Apple TV+’s “Shrinking” offers strong acting and funny dialogue, but it’s symptomatic of so much of what’s wrong in our culture.
The show is essentially the worst elements of social justice ideology rolled into one TV season.
First, “Shrinking” leans hard into moral relativism. Characters do terrible things without any understanding, either on their or the show’s part, that their actions might be bad.
As one example, the main character (Jason Segel’s Jimmy) is a therapist who, in the first episode, takes on a patient with a violent history.
Sean (Luke Tennie) landed himself in court-ordered therapy because he has a history of beating people within an inch of their lives. But it’s all good. Within the space of one episode and maybe a week’s time, Jimmy invites Sean (now homeless due to more violence) home to live with him and his teenage daughter.
This is cast as somehow a good thing, rather than, say, as a parent recklessly endangering his daughter by bringing home a violent felon whom he’s known for a total of a few days.
It’s not just Jimmy; the other characters also lack prudence and morals. At one point one of the characters, a mother of two teenage boys, casually texts her oldest son to tell him that, “I’m sad and blue, and if you don’t call me I’ll be so, so mad.”
Her son immediately calls, and she declines the call in order to prove a point to another character. Both the text and the declined call are manipulative and emotional blackmail, but of course the show doesn’t consider them as such.
“Baller move,” congratulations the character she’s talking to.
Second, the show has a consistent undertone of race essentialism. Gaby, a black therapist played by Jessica Williams, constantly references the skin color of her white colleagues as though that’s the most salient thing about them.
Midway through the show, one of those colleagues, a gifted therapist named Paul (Harrison Ford) who’s nearing retirement, asks Gaby if she ever wanted him to be her mentor. No, she says immediately; “I would choose somebody who looked like me.”
It’s true that people from similar backgrounds can sometimes better empathize with each other, but do we really want a world in which a person’s skin color is considered the most salient feature when it comes to whether or not to ask them to be your mentor?
For the show (and some lawyers in the real world) the answer seems to be yes.
This obsession with race can take “Shrinking” into some weird places. One of Jimmy’s therapy interventions is to encourage Sean to take an MMA class in order to exercise his aggression in a healthier way.
Gaby is aghast.
“You forced a young black man to fight a bunch of people in this cultural atmosphere?” she demands. It’s true that black Americans might get in more trouble with the law than white Americans for fighting outside, but has Gaby really never heard of an MMA gym?

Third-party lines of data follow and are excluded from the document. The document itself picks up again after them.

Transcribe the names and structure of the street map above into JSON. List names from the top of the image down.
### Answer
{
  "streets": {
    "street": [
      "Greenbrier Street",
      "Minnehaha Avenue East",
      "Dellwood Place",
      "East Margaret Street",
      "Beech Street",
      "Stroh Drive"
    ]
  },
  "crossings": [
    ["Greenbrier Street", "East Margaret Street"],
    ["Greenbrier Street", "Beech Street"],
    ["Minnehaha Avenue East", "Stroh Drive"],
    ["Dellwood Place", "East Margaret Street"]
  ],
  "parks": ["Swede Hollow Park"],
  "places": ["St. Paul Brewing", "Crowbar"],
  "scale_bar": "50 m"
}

Implying that black men shouldn’t feel safe going to a gym is more than a little absurd. Of course, none of the characters points this out to her.
Finally, almost every character suffers from a complete lack of emotional resilience. The show unfolds like a conservative caricature of a college campus, with adult-looking people who have never learned basic emotional regulation. Jimmy gets in screaming matches with half of the other characters.
His excuse? He’s had a bad day.
To his credit, Jimmy does apologize each time; but after the third or fourth tantrum, one’s left to wonder if this middle-aged therapist ever developed the ability to have a bad day without spewing his anger on everyone around him.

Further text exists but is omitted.